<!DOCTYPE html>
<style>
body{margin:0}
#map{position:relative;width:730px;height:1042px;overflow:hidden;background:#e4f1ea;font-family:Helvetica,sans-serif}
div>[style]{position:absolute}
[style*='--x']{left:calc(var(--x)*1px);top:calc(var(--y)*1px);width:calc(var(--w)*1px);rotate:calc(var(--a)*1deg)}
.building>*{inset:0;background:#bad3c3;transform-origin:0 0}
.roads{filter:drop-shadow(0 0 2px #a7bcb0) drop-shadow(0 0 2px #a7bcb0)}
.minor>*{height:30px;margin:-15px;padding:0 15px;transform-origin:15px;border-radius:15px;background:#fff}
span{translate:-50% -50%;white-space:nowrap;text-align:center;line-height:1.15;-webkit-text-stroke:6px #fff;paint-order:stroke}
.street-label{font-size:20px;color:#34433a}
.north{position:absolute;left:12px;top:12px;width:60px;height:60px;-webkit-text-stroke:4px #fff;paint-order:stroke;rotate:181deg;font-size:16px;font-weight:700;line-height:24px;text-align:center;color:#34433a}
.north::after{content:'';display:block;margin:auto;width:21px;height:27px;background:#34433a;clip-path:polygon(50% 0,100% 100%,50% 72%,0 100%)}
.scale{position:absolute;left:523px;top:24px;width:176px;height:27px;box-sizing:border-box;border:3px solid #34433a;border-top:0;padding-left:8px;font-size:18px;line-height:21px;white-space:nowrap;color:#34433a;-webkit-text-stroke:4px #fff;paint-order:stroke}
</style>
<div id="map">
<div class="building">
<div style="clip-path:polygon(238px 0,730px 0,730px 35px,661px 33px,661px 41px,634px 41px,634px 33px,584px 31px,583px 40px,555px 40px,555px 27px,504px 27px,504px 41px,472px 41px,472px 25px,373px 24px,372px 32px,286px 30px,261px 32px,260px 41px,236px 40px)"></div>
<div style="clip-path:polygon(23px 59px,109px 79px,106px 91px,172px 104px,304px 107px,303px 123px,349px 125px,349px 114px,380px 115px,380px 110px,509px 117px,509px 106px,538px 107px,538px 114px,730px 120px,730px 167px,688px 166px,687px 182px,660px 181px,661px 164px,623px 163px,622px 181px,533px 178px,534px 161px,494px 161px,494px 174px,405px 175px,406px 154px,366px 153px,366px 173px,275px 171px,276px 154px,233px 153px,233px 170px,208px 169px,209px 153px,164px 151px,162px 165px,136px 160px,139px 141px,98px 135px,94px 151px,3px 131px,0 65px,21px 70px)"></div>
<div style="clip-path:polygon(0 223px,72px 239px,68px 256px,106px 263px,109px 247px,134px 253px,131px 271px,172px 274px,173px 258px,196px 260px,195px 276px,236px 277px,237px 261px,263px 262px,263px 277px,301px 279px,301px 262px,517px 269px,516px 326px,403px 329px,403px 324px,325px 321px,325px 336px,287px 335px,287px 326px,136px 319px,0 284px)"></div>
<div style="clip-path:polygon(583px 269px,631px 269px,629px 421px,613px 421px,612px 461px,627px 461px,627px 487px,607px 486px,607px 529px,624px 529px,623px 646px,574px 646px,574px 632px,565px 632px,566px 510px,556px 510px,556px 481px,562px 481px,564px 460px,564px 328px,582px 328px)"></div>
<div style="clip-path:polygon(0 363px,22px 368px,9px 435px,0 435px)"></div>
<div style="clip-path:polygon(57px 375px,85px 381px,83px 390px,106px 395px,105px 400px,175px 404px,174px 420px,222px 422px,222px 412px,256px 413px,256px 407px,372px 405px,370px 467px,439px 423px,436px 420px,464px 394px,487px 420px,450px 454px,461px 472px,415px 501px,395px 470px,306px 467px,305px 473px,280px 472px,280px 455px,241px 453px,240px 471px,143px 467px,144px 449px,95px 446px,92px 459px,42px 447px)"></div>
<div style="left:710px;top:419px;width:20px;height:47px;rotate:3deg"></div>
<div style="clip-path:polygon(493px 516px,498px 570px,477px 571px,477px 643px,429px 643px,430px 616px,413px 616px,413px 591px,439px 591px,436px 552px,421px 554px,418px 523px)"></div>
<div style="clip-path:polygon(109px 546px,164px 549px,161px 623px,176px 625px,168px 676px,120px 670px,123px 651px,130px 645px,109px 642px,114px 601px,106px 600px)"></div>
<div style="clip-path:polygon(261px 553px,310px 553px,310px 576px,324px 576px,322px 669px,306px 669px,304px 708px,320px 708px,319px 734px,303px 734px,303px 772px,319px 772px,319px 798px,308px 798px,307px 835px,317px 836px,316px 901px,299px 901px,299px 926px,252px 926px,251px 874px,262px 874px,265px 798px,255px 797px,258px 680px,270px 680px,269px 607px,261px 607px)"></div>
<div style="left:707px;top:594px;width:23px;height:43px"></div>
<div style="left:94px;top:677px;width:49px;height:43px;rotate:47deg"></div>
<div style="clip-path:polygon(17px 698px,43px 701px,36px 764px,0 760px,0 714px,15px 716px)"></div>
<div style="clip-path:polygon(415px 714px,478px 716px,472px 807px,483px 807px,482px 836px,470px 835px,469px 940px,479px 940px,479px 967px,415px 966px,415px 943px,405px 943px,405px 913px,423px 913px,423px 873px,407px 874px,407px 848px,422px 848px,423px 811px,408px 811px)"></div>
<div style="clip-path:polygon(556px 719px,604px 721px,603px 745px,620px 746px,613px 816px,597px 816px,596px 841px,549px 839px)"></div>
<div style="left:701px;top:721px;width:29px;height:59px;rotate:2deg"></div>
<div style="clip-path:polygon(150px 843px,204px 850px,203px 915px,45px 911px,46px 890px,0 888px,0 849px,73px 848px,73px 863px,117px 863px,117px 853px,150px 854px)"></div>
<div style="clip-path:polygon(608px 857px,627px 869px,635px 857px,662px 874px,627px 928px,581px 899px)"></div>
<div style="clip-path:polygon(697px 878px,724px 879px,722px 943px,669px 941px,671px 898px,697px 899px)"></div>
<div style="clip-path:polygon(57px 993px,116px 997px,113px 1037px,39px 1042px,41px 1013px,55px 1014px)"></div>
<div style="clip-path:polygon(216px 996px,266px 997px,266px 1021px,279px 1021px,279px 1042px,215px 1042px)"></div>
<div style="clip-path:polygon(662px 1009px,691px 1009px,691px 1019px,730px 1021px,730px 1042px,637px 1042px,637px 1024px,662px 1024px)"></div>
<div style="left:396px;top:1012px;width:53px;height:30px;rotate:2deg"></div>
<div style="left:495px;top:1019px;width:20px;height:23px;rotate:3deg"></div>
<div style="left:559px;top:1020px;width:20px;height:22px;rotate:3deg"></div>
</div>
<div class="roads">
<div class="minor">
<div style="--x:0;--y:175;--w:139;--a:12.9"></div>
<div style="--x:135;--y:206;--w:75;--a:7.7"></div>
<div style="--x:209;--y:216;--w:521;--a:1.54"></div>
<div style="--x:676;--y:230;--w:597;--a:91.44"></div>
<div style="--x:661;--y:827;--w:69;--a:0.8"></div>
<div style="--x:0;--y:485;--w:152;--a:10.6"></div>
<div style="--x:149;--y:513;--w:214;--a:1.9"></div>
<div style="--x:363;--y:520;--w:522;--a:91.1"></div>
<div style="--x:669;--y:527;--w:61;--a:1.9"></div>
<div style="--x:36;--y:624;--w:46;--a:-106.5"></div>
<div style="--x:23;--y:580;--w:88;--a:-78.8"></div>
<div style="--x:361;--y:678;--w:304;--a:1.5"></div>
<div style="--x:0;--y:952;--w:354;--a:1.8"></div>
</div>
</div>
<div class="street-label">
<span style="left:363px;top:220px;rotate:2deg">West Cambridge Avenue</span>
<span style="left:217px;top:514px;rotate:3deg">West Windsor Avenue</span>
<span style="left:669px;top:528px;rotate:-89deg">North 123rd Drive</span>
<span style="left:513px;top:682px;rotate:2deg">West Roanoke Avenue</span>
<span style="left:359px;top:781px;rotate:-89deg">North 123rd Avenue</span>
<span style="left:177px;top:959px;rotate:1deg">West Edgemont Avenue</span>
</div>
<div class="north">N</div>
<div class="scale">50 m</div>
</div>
● ● ●
WHAT YOU HAVE TO DO
Give back exactly the material above from its opening line to the line bearing "2px #a7bcb0) drop-shadow(0".

TASK SOLUTION
<!DOCTYPE html>
<style>
body{margin:0}
#map{position:relative;width:730px;height:1042px;overflow:hidden;background:#e4f1ea;font-family:Helvetica,sans-serif}
div>[style]{position:absolute}
[style*='--x']{left:calc(var(--x)*1px);top:calc(var(--y)*1px);width:calc(var(--w)*1px);rotate:calc(var(--a)*1deg)}
.building>*{inset:0;background:#bad3c3;transform-origin:0 0}
.roads{filter:drop-shadow(0 0 2px #a7bcb0) drop-shadow(0 0 2px #a7bcb0)}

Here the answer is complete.